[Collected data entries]
== == ==

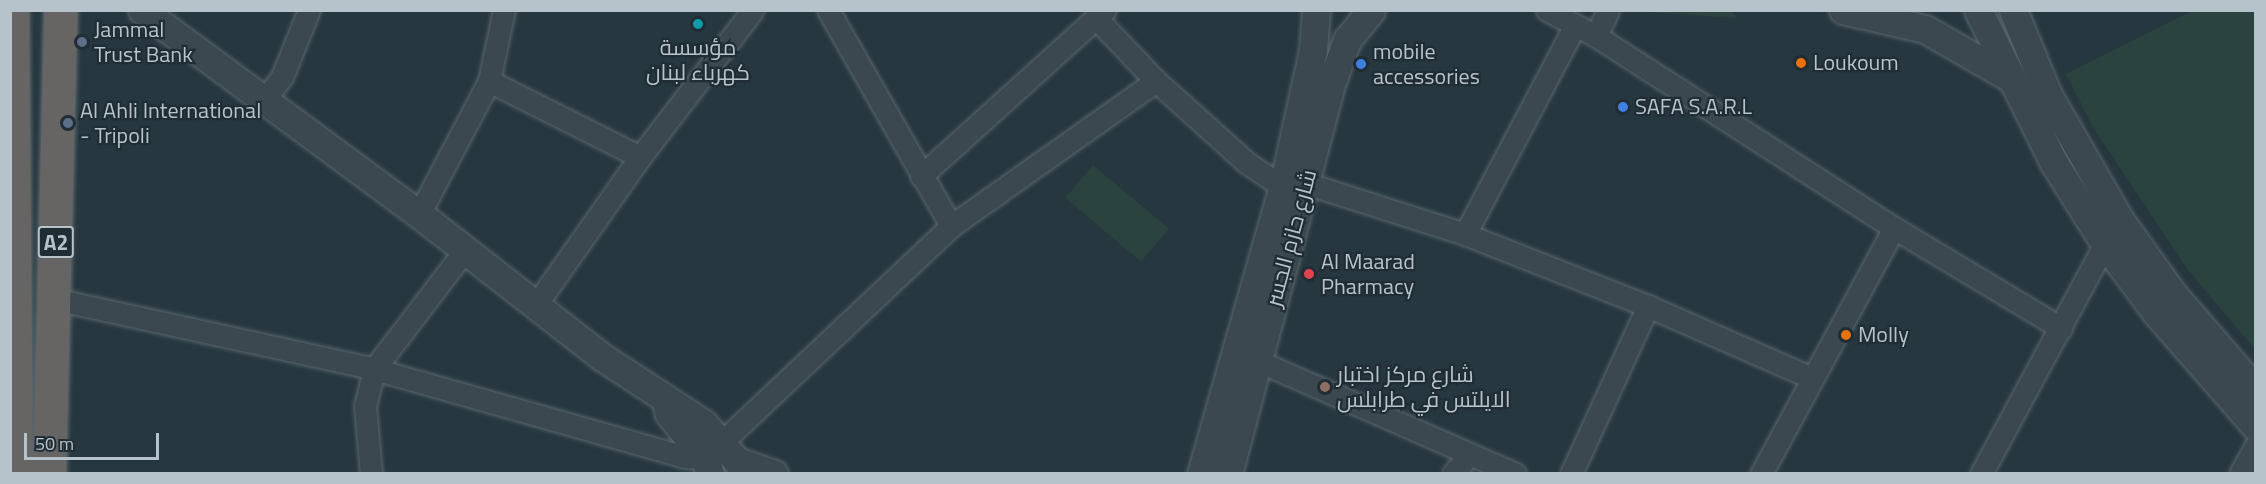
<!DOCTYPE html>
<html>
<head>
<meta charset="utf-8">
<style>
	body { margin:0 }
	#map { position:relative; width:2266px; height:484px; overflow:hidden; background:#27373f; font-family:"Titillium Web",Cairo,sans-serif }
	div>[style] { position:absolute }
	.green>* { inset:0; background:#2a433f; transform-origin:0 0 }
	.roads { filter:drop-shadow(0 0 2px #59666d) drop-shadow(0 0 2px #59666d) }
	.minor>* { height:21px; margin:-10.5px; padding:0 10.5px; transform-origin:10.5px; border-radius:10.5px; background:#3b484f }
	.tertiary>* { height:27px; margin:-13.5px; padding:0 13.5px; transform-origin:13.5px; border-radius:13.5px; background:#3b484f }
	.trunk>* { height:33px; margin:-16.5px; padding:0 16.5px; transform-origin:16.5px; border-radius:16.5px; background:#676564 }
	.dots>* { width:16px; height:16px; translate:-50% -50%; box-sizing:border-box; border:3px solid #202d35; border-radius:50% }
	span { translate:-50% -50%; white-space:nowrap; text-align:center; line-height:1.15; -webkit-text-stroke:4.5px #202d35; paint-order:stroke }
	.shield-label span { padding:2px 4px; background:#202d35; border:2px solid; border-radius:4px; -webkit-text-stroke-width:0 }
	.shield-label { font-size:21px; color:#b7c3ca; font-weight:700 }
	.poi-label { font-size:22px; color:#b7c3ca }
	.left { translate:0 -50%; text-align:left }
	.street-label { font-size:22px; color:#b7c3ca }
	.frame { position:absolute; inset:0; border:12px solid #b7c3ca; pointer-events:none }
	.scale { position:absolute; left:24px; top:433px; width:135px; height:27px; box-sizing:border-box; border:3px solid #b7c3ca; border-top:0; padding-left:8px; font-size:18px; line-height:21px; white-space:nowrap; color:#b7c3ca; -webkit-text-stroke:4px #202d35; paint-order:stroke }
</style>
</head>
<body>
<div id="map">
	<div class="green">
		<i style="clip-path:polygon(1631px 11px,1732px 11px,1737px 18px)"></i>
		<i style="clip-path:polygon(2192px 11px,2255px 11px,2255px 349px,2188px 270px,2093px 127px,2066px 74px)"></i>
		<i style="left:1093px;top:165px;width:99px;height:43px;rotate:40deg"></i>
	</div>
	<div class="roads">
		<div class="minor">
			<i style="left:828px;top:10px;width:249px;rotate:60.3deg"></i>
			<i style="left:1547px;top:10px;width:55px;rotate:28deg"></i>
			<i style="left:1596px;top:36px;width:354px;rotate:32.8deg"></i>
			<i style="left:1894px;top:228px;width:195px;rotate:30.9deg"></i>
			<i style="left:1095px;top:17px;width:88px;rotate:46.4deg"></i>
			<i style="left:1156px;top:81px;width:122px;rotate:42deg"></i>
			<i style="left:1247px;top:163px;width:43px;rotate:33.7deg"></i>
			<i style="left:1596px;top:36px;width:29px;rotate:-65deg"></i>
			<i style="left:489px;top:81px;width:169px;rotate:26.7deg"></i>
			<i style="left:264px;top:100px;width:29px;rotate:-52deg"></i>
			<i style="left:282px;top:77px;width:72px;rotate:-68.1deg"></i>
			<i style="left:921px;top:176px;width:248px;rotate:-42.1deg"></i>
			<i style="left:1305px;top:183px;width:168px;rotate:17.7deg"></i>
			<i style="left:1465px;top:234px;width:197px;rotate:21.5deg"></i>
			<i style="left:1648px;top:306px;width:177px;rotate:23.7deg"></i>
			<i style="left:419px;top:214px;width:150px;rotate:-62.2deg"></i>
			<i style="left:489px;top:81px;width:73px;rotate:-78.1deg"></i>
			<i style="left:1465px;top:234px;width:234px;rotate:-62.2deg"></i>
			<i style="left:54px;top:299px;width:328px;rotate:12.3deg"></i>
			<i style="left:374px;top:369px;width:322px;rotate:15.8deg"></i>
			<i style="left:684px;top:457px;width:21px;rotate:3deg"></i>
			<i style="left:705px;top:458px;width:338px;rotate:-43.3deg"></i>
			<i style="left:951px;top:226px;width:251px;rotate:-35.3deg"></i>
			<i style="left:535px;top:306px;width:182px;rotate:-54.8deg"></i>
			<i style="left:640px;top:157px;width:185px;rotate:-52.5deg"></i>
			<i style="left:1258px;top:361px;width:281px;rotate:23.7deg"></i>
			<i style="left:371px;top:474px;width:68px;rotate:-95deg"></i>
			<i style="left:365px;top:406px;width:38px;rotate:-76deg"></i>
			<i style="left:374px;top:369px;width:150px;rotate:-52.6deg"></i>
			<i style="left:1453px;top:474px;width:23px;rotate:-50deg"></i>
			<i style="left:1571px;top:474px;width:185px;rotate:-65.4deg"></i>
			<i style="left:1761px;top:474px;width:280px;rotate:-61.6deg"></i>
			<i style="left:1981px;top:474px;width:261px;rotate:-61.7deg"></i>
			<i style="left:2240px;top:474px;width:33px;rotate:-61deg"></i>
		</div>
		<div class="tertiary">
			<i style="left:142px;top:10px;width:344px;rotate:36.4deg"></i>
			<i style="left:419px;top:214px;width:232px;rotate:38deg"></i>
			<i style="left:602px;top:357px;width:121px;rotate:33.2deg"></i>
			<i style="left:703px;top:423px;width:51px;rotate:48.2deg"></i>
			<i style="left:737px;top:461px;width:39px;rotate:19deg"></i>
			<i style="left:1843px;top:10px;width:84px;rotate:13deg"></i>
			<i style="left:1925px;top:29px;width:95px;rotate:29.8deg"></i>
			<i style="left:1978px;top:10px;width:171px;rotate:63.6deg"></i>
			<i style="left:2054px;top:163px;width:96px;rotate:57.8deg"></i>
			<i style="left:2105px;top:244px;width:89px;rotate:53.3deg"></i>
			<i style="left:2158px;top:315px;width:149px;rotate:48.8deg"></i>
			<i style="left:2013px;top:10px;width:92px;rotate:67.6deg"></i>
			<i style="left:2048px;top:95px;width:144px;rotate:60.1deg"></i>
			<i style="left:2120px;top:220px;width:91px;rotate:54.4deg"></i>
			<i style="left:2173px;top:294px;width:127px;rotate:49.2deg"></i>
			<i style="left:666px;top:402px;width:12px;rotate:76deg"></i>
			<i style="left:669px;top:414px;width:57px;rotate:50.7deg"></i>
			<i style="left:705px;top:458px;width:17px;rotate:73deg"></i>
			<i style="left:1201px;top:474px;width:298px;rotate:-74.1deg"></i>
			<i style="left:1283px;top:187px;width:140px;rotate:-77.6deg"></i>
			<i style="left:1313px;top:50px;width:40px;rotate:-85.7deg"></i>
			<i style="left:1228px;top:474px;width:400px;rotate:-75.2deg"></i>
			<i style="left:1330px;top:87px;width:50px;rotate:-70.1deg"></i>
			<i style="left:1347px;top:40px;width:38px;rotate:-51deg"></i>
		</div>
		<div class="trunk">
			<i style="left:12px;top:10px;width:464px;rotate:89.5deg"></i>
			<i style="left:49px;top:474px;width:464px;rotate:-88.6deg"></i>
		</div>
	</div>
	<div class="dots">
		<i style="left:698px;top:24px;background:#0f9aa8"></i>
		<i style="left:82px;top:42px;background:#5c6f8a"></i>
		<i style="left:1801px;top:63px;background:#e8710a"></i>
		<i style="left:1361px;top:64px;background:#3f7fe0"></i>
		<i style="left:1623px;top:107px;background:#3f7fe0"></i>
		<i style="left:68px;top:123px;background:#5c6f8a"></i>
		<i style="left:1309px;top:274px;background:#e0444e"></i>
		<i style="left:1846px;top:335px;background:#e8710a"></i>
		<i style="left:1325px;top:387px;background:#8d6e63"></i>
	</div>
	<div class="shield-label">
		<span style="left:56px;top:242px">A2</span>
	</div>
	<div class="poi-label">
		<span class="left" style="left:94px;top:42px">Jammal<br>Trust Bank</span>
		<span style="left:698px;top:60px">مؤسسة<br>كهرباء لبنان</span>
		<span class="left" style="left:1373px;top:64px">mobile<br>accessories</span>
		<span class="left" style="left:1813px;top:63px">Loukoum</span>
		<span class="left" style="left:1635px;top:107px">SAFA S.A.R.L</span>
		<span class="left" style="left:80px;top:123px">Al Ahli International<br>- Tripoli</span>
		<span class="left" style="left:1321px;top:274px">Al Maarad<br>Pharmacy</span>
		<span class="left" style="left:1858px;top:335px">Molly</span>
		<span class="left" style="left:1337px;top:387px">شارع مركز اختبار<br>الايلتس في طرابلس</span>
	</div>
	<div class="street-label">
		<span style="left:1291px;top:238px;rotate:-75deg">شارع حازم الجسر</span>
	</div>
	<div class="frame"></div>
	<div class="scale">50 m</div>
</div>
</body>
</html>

== == ==

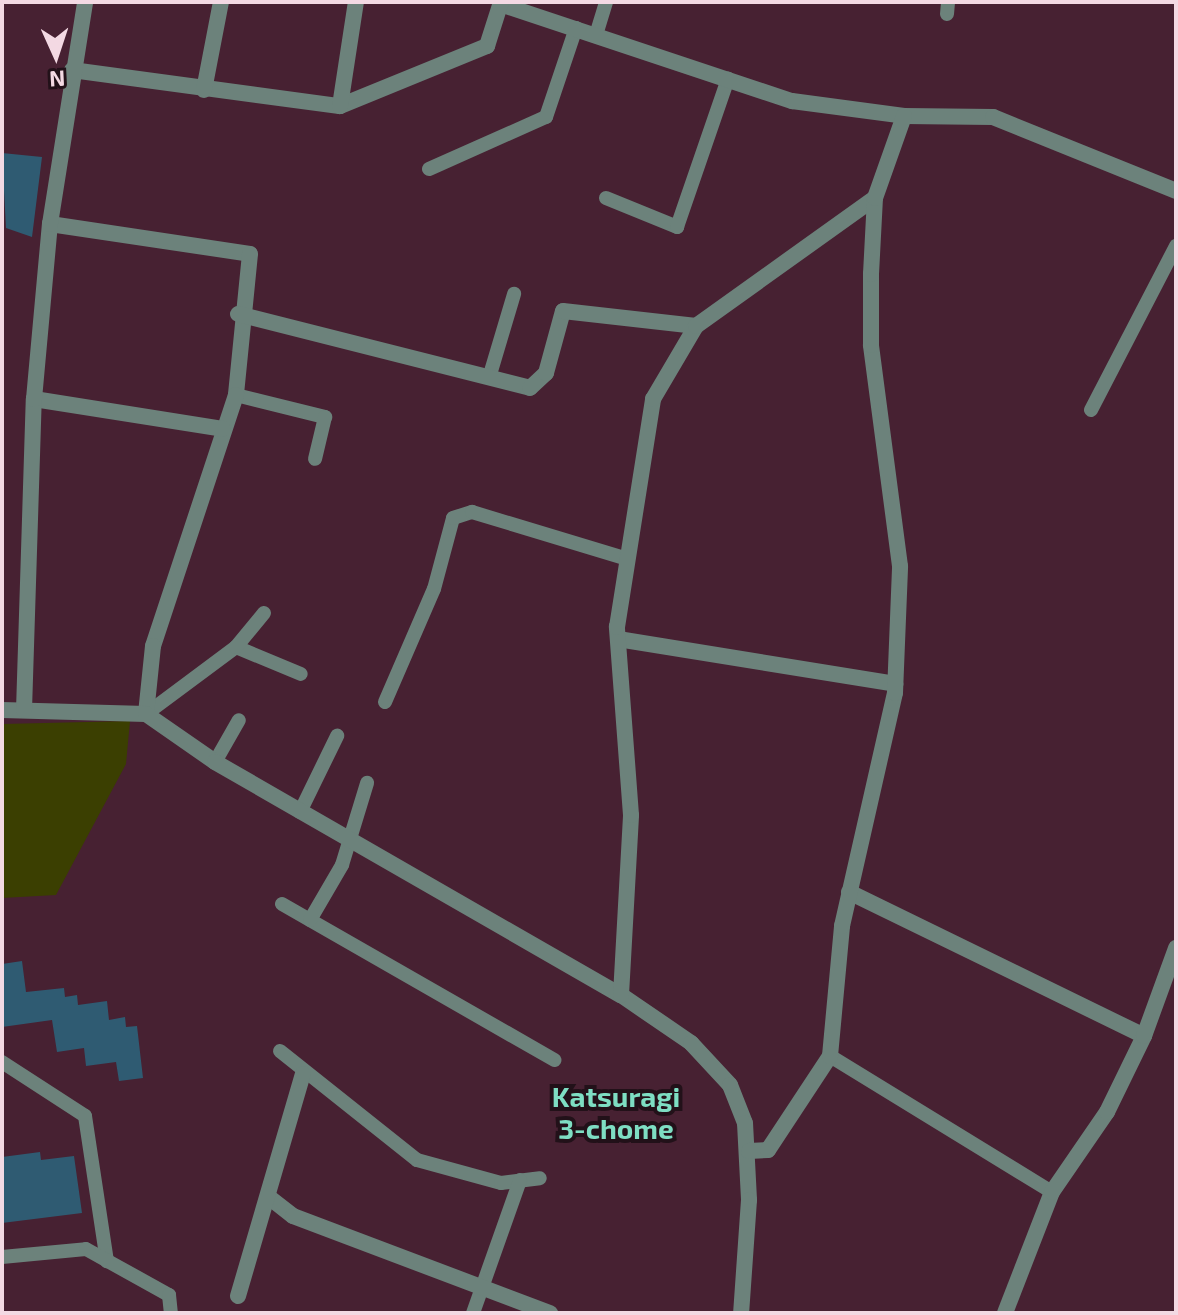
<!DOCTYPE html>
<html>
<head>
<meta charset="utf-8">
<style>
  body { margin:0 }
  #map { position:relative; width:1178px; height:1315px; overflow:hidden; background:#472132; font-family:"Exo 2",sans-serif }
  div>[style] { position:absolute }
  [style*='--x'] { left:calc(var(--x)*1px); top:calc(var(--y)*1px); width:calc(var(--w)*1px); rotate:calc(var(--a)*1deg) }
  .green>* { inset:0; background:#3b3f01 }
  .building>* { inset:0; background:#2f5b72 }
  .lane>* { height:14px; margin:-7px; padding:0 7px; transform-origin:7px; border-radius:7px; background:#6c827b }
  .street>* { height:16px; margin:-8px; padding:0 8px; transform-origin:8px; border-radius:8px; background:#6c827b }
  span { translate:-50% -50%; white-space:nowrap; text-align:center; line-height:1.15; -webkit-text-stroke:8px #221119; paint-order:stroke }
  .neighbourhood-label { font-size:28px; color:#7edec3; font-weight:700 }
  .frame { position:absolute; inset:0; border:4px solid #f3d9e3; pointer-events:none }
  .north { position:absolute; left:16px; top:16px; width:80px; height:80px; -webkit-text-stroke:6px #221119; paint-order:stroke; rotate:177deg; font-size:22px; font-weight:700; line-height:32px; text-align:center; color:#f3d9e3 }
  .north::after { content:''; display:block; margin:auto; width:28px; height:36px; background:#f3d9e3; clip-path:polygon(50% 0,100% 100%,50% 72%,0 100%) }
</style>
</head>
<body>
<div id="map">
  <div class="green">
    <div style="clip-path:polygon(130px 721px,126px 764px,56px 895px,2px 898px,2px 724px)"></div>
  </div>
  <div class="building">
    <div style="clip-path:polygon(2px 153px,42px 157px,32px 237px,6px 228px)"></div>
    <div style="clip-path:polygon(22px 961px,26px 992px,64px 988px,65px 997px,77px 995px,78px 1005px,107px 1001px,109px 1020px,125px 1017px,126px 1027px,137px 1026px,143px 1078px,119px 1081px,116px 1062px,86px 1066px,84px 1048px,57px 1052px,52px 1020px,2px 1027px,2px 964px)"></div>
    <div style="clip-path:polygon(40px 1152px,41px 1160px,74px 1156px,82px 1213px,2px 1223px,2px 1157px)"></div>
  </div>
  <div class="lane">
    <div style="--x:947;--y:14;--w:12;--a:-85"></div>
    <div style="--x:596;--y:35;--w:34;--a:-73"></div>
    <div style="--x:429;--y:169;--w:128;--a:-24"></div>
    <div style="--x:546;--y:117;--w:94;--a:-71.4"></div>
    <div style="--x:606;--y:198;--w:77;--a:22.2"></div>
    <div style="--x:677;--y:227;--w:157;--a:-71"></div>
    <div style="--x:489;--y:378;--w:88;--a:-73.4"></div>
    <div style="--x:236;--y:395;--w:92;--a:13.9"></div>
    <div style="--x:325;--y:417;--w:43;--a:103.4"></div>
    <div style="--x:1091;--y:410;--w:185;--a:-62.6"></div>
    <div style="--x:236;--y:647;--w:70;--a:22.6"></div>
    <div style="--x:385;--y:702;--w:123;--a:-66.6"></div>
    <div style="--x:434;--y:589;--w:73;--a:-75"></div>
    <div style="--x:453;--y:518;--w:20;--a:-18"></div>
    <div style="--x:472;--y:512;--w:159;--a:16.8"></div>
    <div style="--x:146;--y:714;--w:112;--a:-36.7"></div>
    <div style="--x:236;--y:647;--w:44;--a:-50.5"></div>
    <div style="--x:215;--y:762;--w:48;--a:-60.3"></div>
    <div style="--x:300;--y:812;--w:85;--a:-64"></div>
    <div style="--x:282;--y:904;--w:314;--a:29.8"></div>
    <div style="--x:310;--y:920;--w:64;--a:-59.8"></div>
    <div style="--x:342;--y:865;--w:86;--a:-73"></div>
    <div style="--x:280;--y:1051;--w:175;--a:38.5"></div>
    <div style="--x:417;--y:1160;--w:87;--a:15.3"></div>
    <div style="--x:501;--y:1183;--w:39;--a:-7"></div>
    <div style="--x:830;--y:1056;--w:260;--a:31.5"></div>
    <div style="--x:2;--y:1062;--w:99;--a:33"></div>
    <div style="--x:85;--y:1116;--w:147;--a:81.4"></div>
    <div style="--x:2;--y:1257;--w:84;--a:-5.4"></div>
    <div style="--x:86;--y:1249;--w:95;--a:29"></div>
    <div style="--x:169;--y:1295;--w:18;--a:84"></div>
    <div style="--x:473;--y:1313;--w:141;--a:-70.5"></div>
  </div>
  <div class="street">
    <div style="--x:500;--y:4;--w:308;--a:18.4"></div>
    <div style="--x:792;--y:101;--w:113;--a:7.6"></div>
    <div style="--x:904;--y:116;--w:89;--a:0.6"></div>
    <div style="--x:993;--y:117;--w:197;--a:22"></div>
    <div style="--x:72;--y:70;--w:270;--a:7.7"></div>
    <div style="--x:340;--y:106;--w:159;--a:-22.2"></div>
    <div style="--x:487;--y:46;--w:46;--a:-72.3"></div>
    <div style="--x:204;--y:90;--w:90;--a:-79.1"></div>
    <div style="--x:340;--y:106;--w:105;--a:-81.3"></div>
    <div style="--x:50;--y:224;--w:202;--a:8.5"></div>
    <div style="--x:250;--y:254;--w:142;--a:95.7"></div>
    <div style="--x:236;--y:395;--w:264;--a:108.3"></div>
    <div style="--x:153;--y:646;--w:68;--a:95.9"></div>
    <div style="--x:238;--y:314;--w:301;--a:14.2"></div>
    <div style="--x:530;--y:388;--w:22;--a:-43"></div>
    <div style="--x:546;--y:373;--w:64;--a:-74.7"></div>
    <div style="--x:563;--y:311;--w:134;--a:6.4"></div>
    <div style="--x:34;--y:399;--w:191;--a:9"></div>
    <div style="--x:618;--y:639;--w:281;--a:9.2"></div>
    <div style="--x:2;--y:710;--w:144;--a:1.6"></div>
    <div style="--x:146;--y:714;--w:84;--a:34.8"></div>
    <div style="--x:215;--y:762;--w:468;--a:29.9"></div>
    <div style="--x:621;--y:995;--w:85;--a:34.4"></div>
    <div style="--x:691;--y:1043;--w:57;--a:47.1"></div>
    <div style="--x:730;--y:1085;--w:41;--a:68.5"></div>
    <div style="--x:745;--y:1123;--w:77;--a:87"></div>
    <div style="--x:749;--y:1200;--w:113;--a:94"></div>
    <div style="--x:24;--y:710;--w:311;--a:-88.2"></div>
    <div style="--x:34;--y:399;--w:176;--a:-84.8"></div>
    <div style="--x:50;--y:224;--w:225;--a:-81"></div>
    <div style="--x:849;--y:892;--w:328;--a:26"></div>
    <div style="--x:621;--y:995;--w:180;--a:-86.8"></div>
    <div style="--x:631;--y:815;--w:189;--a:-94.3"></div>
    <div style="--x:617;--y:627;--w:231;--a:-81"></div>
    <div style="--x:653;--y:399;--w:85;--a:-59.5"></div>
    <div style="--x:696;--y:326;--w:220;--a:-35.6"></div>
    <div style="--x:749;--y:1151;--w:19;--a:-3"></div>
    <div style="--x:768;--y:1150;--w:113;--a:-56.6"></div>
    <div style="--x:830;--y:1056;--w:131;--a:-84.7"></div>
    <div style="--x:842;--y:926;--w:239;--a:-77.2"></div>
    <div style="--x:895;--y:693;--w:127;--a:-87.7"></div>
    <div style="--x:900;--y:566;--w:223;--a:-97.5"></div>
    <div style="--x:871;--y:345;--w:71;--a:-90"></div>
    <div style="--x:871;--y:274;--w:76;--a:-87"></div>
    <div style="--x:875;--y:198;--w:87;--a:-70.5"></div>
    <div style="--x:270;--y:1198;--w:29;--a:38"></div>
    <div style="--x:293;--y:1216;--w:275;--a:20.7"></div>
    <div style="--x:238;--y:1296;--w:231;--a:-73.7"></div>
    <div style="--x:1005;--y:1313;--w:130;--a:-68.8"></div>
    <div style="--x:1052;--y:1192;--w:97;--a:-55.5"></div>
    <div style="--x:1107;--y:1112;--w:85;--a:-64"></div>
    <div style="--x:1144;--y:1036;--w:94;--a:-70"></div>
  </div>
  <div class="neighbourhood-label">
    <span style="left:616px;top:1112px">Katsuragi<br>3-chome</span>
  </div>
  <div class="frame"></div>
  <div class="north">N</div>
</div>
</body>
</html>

== == ==

*Task prompt*.
Give back precisely the lines above that start at the line containing "filter:drop-shadow(0 0 2px" and end at the line containing "width:16px; height:16px; translate:-50%", inclusive. No other lines belong in the output.

*Result*.
	.roads { filter:drop-shadow(0 0 2px #59666d) drop-shadow(0 0 2px #59666d) }
	.minor>* { height:21px; margin:-10.5px; padding:0 10.5px; transform-origin:10.5px; border-radius:10.5px; background:#3b484f }
	.tertiary>* { height:27px; margin:-13.5px; padding:0 13.5px; transform-origin:13.5px; border-radius:13.5px; background:#3b484f }
	.trunk>* { height:33px; margin:-16.5px; padding:0 16.5px; transform-origin:16.5px; border-radius:16.5px; background:#676564 }
	.dots>* { width:16px; height:16px; translate:-50% -50%; box-sizing:border-box; border:3px solid #202d35; border-radius:50% }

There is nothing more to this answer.